One option I tried was to make the fields Unique and then attempt to insert first, and if exception, select the existing instead... This worked, however, the SERIAL field would increment for each attempt, leaving a lot of gaps in the sequence. I don't know if that would be a problem in the long run (probably not), but kind of annoying. Perhaps this is the preferred solution?
Thanks for any feedback. This level of PostgreSQL magic is beyond me, so any feedback would be appreciated.
Will this be a potential race condition in PostgreSQL?
Yes, and in fact it would be in any database engine.
What is the best way to solve this problem to avoid such scenarios?
This is a loaded question and would require intimate knowledge of the usage of the database by multiple users. However, I'm going to give you some options. In short, the only option you have is to LOCK
the table during this process, but how you lock that table will depend on how the database is used throughout the day.
Let's start with the basic LOCK
:
LOCK TABLE feed_channel
That will lock the table using the ACCESS EXCLUSIVE
lock option.
Conflicts with locks of all modes (ACCESS SHARE, ROW SHARE, ROW EXCLUSIVE, SHARE UPDATE EXCLUSIVE, SHARE, SHARE ROW EXCLUSIVE, EXCLUSIVE, and ACCESS EXCLUSIVE). This mode guarantees that the holder is the only transaction accessing the table in any way.
Now, that is the most restrictive lock available, and would certainly resolve the race condition, but may not be exactly what you want. That's something you're going to have to decide. So, though it's clear you're going to have to LOCK
the table, it's not clear how.
What are you left to decide?
LOCK
the table? Study the locking options at that link to make your determination.LOCK
the table? Or in other words, do you want to LOCK
at the top of the function (which I think you do based on the possible race condition), or do you simply want to LOCK
right before the INSERT
?Is it possible to make the entire stored procedure atomically, i.e. that it can only be executed once at the same time?
No, the code can be executed by anybody that's connected to the database.
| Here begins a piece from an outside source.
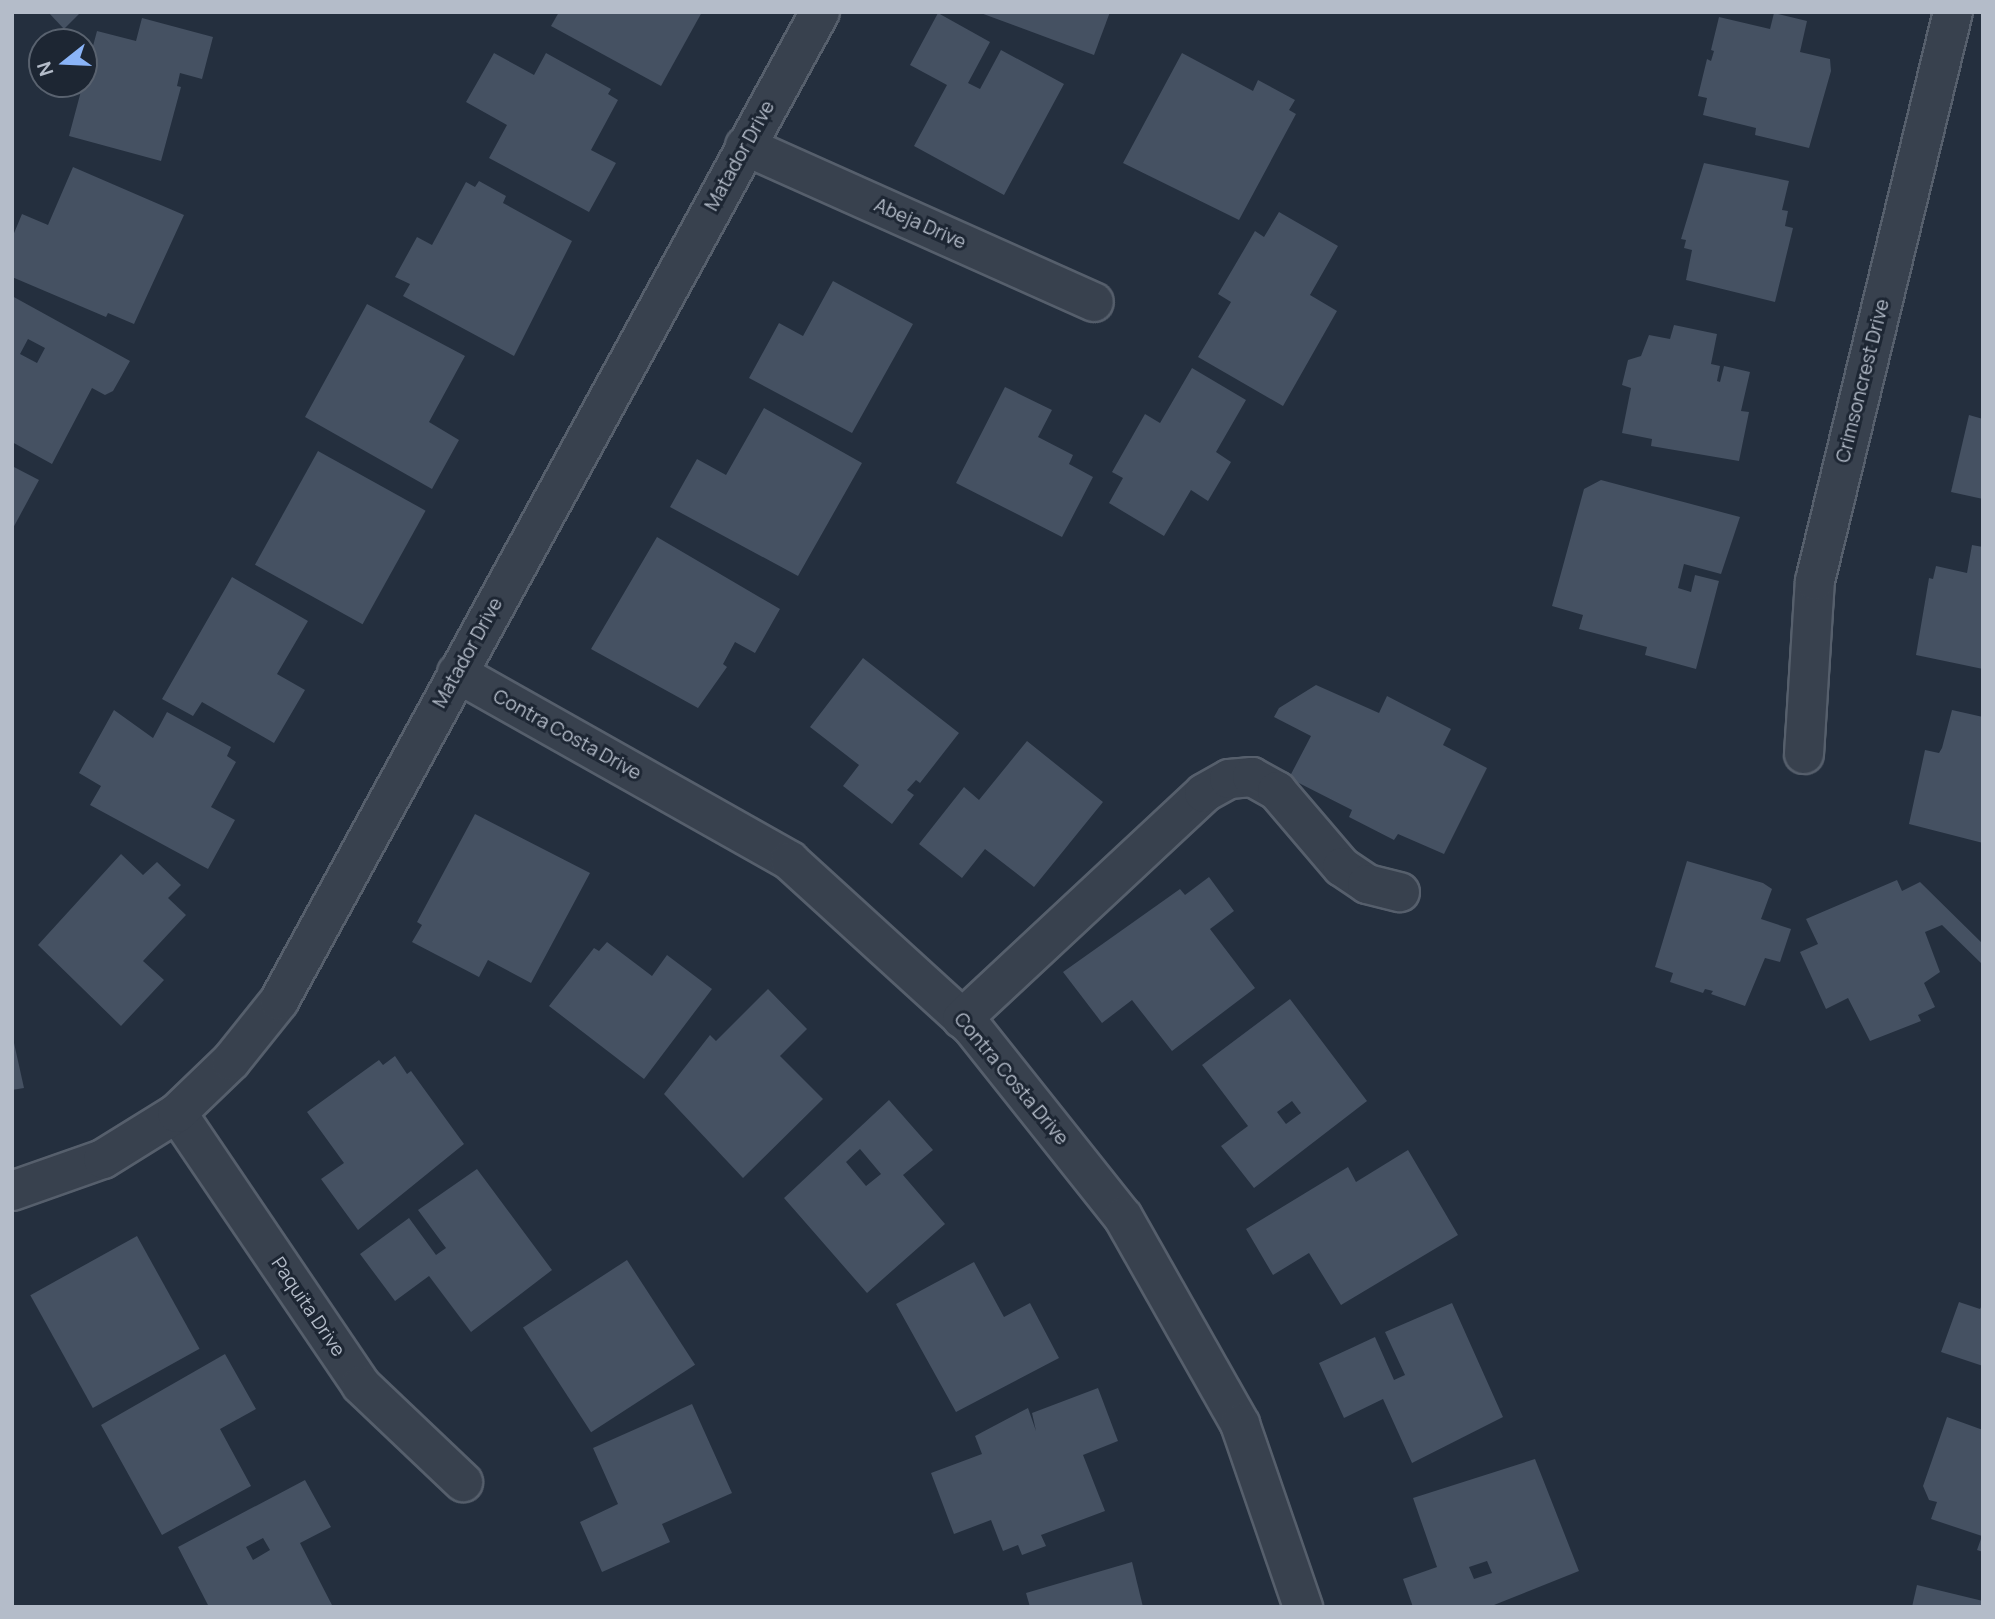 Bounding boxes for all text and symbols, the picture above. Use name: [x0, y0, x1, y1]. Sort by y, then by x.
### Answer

I hope that this has helped direct you.
There is an unavoidable "race" here, since two sessions cannot "see" eachothers uncommited rows. On a conflict, a session could only rollback (maybe to a savepoint) and retry. That would typically mean: referring to the other's freshly inserted row, instead of creating a private duplicate.
There is a data-modelling problem here: feed_channel appears to have a lot of candidate keys, and the cascading rule from feed_content could orphanise a lot of feed_content's rows (I suppose content-> channel is 1::M relation; more than one contents-row could refer to the same channel)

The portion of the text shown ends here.